Sweetheart – even if you run amok with a few of the above examples and show him up by hook or by crook – the anger is within you, no question.

You won’t change his world, his attitude, his behavior with it.

If he gets a slap on the wrist because of one thing, the next one will come tomorrow.

Guaranteed.

And you turn the wheel again. You scold him in the email, threaten him, make the wave, want to educate him.

And at the same time, you are hanging on his energy strings.

He gets your energy and still has fun. And he just keeps on doing what narcissists do.

How you can best detach yourself from this

First of all, you are not the avenger of the nation, nor do you have the role of the moral guardian of society.

So the thought “He just gets away with everything!” is not your business. That is the business of society, which tolerates this behavior or doesn’t tolerate it if he takes it too far.

Please leave it to the official law enforcement officers, for good reason.

Because if you get too involved and your Ex likes the game, then he can turn up the heat and start much nastier stories.

In the end, no one – especially not a judge – knows which of you is the most outraged.

But you don’t want to be the outraged one, you want to be the calm mother with integrity that a judge likes to talk to because he senses that you want the best for your child and not the worst for the child’s father, right?

Any anger that is in you is hurting you, not him.

Please keep reminding yourself of that. If you are angry, you are not only sending him a lot of negative vibes, but also all the people around you.

Your child senses this and reacts accordingly.

Your boss and your colleagues feel it and react accordingly,

Your neighbor feels it and reacts accordingly.

Your customer feels it and reacts accordingly.

So what do you think is going to happen in your life if you constantly get overly upset about your toxic Ex?

Peace, joy, pancakes? Probably not.

Sweetheart, if you’re currently deeply dissatisfied with your life and you’re seeing red all day because of anger, you need to start there.

Because seeing red isn’t just limited to your ex – it’s continuously poisoning your entire day.

But just don’t think that you can blame him for it!

Do you want to feel confident about managing child hand-offs with your toxic ex?

 

He is who he is. He won’t change because you want him to.

He is who he is. He won’t change just because you want him to.

But since you yourself don’t have narcissistic personality disorder, you eventually have the mental capacity to peel yourself out of this cycle….

The first step is to realize what your values are – which this man and obviously all the other people who are annoying you do not have.

So, if honesty is extremely important to you, then you will be upset beyond measure when the Ex tells one lie after another and gets away with it!

If reliability is extremely important to you, then brash, thoughtless handling of time and things will drive you up the wall.

And if cleanliness is very important to you, then it will probably really upset you when he traipses into your apartment with dirty shoes to say goodbye to the child one last time.

For me, it’s consideration – for example, I start scolding like a bastard when I see inconsiderate behavior.

What are your values?

The next step would then be that whenever you observe a violation of one of your most important values – whether with the Ex or with anyone – you then think to yourself:

“That’s interesting.

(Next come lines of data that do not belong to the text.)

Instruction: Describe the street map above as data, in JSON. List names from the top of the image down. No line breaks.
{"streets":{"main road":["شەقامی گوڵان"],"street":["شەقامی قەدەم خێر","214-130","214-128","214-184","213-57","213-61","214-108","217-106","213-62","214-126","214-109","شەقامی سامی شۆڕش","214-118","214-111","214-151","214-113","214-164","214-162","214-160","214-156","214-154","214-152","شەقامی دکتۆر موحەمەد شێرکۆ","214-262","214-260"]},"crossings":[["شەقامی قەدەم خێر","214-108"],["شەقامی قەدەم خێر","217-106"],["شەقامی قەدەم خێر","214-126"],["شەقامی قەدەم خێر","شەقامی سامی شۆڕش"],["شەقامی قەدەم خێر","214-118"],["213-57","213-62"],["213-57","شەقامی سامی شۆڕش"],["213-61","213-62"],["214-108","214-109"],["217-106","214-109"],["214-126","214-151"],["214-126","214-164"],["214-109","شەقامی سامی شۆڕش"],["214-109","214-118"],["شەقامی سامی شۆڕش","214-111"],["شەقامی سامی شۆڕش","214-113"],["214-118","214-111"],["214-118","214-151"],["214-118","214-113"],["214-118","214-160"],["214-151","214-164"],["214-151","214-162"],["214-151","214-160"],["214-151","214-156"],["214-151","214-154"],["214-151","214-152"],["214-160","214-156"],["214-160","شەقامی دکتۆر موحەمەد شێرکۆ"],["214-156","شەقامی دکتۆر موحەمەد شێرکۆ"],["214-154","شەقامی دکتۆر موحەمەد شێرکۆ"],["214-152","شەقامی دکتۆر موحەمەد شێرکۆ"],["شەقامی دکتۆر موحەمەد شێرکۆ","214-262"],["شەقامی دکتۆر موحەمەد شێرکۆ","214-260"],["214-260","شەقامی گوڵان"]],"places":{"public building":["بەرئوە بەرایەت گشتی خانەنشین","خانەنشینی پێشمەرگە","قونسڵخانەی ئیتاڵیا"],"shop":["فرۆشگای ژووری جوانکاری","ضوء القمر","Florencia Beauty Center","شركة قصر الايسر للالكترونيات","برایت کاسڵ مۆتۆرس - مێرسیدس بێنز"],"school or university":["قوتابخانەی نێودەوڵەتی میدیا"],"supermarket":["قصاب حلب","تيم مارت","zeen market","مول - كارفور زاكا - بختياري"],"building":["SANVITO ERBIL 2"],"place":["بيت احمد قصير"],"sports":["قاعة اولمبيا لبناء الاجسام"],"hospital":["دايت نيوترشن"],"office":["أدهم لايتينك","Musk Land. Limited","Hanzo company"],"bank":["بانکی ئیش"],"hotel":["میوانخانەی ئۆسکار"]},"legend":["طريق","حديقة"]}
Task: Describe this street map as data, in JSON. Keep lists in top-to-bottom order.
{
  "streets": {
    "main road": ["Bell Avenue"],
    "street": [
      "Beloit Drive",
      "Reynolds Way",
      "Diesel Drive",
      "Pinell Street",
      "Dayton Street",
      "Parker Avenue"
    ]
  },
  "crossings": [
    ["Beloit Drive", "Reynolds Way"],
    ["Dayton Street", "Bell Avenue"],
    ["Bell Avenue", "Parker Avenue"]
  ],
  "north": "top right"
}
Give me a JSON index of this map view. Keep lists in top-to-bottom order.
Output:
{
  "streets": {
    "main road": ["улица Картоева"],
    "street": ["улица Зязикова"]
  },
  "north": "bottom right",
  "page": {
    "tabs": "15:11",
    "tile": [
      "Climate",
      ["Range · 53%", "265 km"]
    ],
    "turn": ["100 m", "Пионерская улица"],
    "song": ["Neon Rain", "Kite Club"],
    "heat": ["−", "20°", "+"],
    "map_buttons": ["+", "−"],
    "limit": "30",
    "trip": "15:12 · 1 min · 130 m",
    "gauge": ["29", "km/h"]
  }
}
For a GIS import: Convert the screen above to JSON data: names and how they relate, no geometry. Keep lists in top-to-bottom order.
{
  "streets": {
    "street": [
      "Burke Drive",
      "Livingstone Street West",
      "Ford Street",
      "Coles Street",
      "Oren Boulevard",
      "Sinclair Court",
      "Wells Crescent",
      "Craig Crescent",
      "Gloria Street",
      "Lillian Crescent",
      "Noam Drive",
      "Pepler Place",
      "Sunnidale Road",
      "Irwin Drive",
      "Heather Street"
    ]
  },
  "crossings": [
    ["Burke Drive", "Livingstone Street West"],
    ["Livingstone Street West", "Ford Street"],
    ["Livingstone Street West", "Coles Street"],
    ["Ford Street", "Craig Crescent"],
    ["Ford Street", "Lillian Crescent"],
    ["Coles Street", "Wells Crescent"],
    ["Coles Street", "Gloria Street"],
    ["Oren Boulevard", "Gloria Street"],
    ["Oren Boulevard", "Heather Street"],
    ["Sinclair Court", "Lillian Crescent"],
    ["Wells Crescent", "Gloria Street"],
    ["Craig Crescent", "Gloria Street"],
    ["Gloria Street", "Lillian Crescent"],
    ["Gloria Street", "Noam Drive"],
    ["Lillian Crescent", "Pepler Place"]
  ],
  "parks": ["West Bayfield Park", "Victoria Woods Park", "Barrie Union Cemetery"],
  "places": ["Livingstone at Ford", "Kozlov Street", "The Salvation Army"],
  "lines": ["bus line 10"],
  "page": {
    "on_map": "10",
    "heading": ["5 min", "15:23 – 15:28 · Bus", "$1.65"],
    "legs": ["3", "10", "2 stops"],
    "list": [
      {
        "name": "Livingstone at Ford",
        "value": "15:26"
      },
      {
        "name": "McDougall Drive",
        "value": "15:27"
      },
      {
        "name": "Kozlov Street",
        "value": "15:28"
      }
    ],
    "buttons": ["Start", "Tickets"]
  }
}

He obviously doesn’t care about consideration/honesty/tolerance…as much as I do.”

And then leave that with a shrug.

Yes, you can train that, Sweetie!

Observing, noticing the feeling, setting boundaries and letting it go is exactly the process that will help you, sooner or later, to finally be able to let go of the anger in your everyday life.

What do you think? Are you still stuck in the middle of the anger of everyday life or are you already out of it? Can you imagine that you can make progress with this mental tool?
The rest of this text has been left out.